> _ACTIVITY_:
Produce an exact copy of the first line of the data below and each line after it, please, up to and including the one with "Quick job: Extract".
--- DATASET CONTENT ---
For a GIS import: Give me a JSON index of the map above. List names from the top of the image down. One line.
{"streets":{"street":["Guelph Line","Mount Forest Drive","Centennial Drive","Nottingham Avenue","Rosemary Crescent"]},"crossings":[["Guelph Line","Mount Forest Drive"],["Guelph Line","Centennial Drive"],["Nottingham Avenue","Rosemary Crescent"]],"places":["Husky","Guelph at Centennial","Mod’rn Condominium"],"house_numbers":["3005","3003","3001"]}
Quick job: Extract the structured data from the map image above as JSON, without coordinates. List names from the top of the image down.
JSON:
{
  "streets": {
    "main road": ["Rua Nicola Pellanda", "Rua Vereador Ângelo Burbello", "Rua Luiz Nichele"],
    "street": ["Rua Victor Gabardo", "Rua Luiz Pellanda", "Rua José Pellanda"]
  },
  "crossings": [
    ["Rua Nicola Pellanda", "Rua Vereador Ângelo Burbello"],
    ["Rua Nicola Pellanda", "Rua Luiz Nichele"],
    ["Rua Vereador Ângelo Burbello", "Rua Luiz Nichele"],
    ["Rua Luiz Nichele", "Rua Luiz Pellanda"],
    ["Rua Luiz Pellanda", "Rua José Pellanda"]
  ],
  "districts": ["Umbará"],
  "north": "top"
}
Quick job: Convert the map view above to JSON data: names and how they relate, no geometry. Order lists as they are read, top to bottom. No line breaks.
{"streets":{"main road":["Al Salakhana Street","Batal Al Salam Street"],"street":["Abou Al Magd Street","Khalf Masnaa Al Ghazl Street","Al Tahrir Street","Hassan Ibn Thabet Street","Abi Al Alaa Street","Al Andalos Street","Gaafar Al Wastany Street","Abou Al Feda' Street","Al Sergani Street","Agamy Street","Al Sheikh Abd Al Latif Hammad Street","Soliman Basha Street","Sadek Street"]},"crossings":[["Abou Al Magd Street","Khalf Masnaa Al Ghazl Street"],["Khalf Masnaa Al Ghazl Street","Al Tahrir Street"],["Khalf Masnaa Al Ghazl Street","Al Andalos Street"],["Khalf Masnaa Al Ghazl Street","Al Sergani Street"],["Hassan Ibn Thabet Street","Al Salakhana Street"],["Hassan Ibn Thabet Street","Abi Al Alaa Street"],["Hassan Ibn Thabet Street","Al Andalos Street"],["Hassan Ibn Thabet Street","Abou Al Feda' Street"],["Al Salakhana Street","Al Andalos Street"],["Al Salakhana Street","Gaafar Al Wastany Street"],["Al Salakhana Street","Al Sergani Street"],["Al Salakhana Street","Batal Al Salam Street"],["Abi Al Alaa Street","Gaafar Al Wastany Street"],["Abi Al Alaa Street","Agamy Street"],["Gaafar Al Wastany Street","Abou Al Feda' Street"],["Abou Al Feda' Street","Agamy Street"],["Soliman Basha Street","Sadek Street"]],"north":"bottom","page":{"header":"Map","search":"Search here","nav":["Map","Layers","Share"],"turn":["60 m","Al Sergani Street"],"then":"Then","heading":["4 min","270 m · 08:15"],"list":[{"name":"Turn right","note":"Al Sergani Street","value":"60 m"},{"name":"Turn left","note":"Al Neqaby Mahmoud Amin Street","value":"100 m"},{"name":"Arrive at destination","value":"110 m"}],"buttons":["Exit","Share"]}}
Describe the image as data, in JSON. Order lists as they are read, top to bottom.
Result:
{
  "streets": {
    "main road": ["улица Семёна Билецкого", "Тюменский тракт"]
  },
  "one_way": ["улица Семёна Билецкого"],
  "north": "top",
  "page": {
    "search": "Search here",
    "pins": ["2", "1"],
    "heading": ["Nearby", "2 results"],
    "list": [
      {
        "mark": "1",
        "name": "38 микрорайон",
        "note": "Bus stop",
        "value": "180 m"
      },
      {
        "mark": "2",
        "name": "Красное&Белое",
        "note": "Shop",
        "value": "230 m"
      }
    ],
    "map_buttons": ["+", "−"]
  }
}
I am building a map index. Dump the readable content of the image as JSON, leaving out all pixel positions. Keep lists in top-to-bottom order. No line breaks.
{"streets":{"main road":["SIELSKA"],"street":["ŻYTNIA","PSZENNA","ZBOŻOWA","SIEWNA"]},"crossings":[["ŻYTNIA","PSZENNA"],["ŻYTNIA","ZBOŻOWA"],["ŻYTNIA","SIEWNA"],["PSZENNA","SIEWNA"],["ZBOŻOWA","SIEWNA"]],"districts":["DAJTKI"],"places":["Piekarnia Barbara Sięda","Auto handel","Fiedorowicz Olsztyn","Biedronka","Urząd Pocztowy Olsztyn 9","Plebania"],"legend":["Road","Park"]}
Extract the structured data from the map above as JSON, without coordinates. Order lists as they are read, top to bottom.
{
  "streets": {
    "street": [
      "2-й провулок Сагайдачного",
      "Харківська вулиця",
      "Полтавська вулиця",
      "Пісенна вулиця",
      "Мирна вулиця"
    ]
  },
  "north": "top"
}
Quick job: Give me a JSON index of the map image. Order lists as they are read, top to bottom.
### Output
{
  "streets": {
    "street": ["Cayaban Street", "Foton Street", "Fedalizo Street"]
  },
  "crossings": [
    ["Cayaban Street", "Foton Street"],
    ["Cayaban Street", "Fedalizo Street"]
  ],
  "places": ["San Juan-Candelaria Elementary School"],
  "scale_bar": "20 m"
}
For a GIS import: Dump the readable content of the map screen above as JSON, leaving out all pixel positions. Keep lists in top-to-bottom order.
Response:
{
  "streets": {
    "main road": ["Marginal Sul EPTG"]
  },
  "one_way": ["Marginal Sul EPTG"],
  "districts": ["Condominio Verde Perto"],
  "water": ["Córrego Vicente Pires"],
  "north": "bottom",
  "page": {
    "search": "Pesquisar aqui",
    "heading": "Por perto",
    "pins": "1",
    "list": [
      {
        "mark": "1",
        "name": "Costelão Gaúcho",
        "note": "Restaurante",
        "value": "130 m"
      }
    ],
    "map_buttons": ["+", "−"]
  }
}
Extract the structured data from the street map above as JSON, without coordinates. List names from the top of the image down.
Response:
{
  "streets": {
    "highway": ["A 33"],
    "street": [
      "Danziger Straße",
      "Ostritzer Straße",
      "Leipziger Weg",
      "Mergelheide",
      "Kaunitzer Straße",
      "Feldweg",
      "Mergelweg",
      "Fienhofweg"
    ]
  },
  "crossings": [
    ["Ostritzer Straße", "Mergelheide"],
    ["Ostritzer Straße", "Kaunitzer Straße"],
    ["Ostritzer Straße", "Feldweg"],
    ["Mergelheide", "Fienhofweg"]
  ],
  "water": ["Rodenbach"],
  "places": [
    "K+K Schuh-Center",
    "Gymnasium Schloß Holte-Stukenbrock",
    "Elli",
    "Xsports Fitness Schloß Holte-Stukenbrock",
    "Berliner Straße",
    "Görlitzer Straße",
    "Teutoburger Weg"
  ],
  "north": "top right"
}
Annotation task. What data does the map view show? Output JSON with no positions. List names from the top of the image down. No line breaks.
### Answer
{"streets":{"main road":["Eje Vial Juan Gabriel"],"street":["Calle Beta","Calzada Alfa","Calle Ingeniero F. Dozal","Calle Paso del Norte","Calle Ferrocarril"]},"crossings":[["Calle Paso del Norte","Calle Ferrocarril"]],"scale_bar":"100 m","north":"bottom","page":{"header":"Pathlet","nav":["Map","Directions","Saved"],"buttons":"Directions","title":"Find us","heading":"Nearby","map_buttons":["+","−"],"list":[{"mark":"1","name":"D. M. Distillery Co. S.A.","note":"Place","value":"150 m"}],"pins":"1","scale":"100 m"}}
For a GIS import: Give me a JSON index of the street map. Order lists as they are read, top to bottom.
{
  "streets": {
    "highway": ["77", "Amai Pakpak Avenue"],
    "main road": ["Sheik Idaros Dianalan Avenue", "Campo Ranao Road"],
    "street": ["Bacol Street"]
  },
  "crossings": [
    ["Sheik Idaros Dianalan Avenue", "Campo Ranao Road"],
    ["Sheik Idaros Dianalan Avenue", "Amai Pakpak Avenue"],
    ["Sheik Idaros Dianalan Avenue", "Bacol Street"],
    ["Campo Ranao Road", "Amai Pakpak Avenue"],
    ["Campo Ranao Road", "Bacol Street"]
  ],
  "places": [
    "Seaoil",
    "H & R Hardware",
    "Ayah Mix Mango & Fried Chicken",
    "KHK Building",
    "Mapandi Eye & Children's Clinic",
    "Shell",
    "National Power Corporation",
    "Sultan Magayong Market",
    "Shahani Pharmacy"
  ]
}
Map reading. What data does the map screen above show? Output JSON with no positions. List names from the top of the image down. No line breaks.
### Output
---
> _RESPONSE AREA_:
For a GIS import: Give me a JSON index of the map above. List names from the top of the image down. One line.
{"streets":{"street":["Guelph Line","Mount Forest Drive","Centennial Drive","Nottingham Avenue","Rosemary Crescent"]},"crossings":[["Guelph Line","Mount Forest Drive"],["Guelph Line","Centennial Drive"],["Nottingham Avenue","Rosemary Crescent"]],"places":["Husky","Guelph at Centennial","Mod’rn Condominium"],"house_numbers":["3005","3003","3001"]}
Quick job: Extract the structured data from the map image above as JSON, without coordinates. List names from the top of the image down.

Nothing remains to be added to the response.